The first FOMC Minutes of 2023 has been released with investors searching for further insights into the near-term path for policy and any comments regarding the possibility of the Federal Reserve going back to 50 bps hikes.
A few participants favoured raising rates by 50 basis points.
All participants agreed more rate hikes needed to achieve Federal Open Market Committee's job, inflation objectives.
Participants said restrictive monetary policy needed until Fed confident inflation falling to 2%; added that process likely to take 'some time'.
All participants favored further fed balance sheet reductions under current plan.
Participants said uncertainty associated with outlooks for economy, job market and inflation was 'high'.
Participants saw upside risks for inflation, including china's economic reopening and Russia's war in Ukraine.
Participants said risks to economic outlook weighted to downside.
A number of participants said drawn-out US debt limit process could pose 'significant risks' to the financial system, economy.
Participants said job market 'very tight,' labor demand outstripping available supply.
Participants said continued tight job market would contribute upward pressure to inflation.
Participants said inflation in last three months has eased, but they need to see more progress.
Some participants saw elevated prospect of recession in 2023.
The US Dollar ran higher from a new low at 104.25 in the NY session in anticipation of a hawkish outcome ad sat at 104.35 moments ahead of the release.

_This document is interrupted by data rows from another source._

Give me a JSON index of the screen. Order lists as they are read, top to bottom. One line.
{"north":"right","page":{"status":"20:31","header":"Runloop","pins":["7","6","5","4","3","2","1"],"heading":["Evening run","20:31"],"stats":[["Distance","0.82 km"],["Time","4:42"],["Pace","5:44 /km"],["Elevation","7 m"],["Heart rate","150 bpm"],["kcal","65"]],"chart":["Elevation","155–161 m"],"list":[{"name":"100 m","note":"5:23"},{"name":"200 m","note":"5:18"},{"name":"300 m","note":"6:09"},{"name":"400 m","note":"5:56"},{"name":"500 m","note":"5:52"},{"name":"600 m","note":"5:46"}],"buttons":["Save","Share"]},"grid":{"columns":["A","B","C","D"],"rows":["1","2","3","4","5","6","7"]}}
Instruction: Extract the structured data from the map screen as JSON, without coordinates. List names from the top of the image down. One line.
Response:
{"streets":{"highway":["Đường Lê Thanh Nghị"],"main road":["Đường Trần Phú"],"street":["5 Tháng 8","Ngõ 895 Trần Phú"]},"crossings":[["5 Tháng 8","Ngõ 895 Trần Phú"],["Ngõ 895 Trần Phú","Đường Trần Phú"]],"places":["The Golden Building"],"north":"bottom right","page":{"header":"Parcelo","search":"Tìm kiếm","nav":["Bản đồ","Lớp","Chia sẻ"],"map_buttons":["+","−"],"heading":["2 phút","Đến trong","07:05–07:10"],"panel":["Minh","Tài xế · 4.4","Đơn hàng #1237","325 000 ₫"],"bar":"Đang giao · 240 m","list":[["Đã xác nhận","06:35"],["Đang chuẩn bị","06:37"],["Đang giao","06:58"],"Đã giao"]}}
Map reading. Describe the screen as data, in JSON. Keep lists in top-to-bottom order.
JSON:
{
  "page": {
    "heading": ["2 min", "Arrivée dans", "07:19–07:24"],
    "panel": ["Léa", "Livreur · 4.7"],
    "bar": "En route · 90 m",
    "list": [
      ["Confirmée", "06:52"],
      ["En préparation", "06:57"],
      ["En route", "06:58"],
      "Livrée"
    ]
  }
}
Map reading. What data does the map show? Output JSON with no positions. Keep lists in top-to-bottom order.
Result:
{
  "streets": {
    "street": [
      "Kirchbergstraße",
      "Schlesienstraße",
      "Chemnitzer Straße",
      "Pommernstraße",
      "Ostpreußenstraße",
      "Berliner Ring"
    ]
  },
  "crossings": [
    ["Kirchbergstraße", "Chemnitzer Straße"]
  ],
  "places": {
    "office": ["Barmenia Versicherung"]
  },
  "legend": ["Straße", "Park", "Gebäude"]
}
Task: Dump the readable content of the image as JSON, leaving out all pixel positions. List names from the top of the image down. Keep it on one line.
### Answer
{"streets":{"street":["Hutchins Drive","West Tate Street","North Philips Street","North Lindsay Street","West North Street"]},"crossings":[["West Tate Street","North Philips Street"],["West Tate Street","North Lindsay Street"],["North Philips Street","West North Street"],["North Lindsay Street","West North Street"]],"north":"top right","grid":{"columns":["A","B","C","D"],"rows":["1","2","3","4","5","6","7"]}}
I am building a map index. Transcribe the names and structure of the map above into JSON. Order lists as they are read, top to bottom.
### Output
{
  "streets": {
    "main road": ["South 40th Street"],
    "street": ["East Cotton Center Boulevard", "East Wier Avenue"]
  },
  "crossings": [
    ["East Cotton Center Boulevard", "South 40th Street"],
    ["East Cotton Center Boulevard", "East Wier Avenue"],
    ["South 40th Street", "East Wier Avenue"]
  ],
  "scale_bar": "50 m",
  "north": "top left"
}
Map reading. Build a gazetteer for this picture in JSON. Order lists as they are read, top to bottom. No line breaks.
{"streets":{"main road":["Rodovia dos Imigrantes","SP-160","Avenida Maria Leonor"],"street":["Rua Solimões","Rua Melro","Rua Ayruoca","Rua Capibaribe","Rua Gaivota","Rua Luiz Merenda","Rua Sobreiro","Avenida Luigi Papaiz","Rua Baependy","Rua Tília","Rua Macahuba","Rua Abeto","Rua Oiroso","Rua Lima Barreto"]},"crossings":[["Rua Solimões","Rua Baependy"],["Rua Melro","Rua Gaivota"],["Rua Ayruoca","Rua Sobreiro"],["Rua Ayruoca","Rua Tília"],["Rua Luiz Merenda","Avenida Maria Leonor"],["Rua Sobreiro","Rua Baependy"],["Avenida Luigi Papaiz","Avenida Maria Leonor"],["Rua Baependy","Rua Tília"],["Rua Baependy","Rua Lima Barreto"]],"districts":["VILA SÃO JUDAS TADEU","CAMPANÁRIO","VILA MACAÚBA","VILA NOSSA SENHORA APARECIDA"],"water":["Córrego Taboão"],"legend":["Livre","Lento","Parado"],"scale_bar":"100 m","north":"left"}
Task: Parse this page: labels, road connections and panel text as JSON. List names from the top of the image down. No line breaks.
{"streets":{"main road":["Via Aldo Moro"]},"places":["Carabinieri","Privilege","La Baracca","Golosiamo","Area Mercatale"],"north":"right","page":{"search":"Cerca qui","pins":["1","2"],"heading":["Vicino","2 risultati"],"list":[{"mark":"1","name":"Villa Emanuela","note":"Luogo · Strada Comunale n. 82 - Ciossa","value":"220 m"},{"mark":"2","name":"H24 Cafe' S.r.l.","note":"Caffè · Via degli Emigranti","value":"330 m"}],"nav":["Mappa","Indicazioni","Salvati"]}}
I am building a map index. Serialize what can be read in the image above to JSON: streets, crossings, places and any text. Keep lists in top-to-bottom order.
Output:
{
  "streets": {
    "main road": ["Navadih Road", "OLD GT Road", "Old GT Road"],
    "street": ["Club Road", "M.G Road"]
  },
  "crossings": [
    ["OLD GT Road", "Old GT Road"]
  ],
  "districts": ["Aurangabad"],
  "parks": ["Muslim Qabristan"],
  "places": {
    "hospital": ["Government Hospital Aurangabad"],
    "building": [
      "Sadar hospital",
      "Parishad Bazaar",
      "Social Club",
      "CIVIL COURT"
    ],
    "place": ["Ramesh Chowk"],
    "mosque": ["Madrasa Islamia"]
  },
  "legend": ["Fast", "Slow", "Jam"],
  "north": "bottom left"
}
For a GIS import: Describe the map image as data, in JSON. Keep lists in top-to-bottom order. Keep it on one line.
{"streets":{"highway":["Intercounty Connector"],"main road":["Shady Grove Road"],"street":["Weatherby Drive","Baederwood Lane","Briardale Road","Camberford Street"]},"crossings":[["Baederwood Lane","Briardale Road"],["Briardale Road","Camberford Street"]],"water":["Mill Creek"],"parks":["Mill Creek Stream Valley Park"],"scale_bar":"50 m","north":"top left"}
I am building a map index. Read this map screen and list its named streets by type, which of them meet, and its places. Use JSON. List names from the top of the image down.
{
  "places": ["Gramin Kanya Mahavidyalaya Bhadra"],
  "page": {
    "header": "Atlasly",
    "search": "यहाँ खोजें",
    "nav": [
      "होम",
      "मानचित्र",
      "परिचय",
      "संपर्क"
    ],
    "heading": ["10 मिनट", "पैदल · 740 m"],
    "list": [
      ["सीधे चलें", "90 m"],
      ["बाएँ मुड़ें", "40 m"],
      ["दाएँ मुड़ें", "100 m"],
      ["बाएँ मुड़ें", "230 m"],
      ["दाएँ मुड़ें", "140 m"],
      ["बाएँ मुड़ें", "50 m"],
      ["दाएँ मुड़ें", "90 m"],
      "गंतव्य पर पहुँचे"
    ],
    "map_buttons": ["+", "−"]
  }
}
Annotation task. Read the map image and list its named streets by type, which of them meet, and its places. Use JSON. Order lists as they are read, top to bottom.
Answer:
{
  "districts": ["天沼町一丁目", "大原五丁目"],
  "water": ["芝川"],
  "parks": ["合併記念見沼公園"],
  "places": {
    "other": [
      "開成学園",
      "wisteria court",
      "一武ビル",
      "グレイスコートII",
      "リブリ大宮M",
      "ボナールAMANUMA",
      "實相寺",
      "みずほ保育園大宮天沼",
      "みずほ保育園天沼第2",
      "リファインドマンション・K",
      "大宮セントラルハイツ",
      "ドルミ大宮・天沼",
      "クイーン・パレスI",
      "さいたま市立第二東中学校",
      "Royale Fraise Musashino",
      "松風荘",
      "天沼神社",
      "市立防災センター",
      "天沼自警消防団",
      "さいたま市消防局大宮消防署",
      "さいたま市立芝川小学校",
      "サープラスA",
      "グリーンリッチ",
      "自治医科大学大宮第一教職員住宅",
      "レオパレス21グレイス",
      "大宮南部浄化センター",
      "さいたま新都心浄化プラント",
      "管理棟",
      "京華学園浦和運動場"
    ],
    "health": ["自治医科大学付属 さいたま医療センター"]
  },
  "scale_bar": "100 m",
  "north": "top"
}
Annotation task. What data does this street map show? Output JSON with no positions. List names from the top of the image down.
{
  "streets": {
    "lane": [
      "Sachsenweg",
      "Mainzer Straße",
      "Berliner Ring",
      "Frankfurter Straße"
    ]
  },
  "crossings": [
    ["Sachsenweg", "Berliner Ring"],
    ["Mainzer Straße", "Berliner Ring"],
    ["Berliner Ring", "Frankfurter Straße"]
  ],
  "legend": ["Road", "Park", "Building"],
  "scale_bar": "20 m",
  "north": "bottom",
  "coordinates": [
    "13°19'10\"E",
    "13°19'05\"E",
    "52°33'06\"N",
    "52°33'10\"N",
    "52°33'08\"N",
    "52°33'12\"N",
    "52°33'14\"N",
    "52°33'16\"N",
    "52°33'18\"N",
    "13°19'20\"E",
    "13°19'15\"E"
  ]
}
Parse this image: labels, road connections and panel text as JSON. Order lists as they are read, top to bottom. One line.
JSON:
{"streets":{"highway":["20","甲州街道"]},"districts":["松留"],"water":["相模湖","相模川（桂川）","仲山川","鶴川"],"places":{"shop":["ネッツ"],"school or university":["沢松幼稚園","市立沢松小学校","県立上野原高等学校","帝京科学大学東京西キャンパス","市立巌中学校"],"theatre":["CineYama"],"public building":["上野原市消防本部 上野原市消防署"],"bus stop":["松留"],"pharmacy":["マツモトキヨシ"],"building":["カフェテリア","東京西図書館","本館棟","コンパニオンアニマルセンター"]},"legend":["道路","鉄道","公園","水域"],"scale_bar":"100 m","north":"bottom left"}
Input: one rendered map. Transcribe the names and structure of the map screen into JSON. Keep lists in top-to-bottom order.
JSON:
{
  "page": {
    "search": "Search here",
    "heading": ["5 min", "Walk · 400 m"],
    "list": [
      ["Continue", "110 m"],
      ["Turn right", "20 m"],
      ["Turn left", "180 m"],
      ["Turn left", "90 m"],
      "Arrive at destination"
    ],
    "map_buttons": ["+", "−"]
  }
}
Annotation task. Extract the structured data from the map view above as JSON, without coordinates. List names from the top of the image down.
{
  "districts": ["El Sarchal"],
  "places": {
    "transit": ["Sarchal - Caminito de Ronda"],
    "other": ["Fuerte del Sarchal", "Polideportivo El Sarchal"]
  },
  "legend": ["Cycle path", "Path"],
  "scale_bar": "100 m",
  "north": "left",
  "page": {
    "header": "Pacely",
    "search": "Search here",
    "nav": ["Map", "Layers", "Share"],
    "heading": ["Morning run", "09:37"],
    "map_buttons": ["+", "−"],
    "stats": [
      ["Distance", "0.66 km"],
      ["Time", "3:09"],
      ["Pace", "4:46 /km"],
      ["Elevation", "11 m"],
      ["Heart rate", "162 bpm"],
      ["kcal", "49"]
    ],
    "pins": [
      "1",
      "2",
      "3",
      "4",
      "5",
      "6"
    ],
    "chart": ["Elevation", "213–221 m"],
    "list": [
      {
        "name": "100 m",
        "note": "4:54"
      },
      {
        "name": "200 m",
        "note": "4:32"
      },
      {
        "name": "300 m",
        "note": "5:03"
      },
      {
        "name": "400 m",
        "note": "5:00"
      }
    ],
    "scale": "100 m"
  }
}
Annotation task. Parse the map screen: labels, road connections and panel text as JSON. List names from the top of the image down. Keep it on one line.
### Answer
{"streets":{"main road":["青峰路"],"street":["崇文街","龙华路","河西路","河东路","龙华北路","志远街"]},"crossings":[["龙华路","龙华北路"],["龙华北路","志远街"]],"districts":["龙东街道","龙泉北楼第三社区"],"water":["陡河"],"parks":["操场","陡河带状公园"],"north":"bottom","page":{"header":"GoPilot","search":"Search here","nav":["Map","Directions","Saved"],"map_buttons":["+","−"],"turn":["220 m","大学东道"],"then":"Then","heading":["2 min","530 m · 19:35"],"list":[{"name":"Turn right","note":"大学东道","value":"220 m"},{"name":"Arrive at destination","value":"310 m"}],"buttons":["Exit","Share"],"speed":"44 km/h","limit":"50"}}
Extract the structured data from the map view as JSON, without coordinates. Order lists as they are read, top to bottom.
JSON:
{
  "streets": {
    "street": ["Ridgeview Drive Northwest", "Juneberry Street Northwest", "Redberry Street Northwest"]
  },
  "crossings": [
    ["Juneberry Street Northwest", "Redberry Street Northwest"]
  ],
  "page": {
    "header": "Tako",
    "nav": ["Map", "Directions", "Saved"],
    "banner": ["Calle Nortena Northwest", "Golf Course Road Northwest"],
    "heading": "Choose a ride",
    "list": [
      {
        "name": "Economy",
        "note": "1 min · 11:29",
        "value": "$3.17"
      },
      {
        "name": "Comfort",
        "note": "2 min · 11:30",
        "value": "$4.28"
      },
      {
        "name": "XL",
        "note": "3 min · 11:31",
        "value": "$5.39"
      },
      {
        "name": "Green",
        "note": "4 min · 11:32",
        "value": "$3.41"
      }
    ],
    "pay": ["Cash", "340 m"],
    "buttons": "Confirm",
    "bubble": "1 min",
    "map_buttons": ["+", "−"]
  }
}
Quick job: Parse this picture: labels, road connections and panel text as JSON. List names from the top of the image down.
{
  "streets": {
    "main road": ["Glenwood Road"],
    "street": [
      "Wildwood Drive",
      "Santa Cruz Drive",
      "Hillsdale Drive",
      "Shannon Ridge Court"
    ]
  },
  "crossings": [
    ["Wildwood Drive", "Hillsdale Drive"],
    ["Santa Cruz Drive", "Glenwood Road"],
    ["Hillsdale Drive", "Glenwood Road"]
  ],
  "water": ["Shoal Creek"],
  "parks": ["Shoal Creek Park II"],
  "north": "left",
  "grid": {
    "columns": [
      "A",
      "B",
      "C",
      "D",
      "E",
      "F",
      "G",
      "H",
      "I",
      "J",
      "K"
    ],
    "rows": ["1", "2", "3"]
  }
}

DXY is moving up to fresh highs on the prospects of a 50bp rate hike next time around. However, the price action is volatile and bears are fading bullish attempts within the first 15 min candle:
FOMC stands for The Federal Open Market Committee which organizes 8 meetings in a year and reviews economic and financial conditions, determines the appropriate stance of monetary policy and assesses the risks to its long-run goals of price stability and sustainable economic growth. FOMC Minutes are released by the Board of Governors of the Federal Reserve and are a clear guide to the future US interest rate policy.